Work task —
Say how many lines in the data below contain the word "Veeck", and give no other text.

Data for this exercise —
━━━━━━━━

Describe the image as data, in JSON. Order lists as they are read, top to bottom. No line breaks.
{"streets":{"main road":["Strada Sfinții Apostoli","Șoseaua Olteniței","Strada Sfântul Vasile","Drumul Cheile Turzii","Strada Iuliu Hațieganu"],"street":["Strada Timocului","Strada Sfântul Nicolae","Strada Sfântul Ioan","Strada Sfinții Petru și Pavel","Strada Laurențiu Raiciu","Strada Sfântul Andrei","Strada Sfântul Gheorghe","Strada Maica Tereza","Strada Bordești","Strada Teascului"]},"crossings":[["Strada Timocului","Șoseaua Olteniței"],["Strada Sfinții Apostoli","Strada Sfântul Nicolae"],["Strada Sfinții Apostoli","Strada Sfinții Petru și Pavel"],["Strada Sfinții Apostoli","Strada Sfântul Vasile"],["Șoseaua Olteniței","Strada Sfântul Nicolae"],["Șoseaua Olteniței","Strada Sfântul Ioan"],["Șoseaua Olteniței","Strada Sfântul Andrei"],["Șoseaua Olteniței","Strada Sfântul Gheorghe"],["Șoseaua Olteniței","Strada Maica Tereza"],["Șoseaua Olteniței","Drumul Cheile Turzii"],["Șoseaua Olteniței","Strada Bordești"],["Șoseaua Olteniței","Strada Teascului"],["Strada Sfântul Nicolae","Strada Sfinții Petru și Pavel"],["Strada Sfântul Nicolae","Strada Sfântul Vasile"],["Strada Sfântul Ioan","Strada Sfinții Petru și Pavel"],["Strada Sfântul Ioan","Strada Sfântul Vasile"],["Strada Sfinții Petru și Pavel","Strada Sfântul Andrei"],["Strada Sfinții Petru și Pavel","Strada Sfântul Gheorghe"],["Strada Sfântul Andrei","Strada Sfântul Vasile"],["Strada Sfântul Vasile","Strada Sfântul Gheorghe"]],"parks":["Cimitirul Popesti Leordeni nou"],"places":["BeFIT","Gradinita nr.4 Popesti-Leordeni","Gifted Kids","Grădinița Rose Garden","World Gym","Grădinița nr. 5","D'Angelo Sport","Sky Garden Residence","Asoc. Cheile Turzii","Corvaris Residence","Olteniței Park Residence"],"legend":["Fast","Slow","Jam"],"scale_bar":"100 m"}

━━━━━━━━

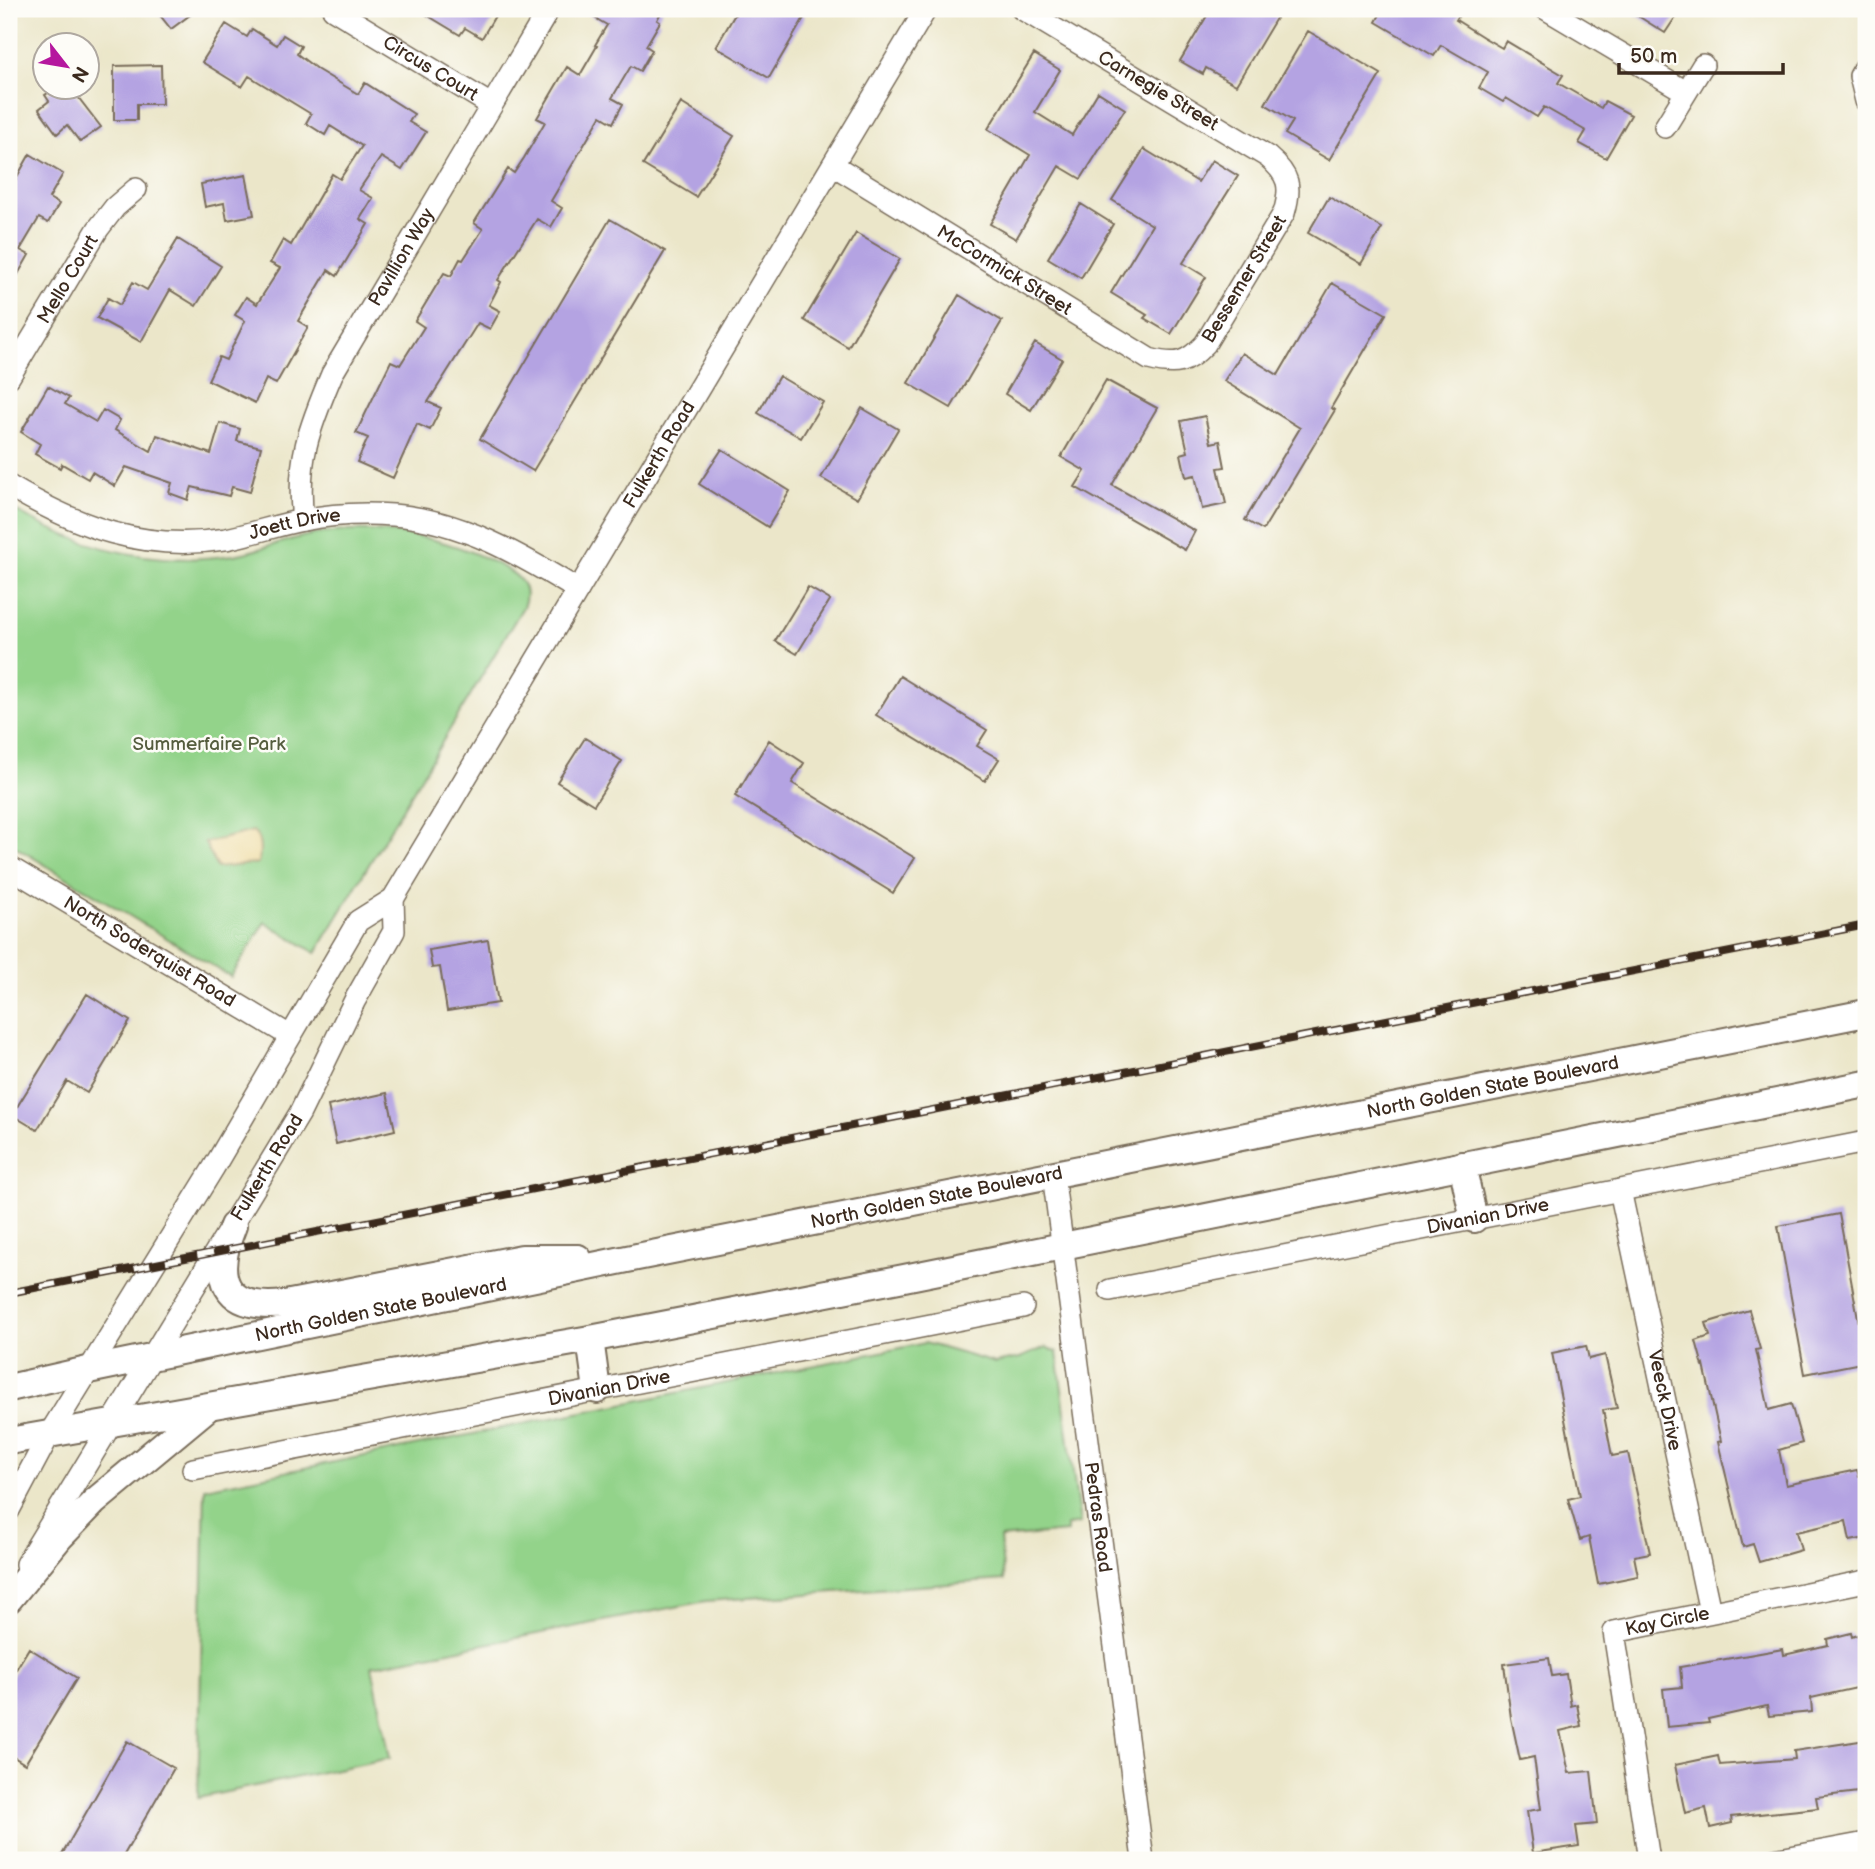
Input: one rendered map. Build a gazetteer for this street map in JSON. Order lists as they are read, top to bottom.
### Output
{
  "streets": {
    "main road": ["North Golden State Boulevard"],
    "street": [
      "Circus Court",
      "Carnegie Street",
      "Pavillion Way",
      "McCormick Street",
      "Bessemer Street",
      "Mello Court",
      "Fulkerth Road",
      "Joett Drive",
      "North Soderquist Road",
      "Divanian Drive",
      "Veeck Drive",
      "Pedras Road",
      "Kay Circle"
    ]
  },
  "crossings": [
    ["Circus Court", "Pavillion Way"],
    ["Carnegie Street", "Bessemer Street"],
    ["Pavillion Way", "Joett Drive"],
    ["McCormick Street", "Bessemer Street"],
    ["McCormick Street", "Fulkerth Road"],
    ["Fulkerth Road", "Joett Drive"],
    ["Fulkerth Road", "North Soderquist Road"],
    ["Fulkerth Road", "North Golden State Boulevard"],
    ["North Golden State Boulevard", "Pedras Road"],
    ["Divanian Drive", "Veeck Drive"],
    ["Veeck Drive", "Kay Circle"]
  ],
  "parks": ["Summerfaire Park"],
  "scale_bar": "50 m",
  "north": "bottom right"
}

━━━━━━━━

Reply to the exercise —
3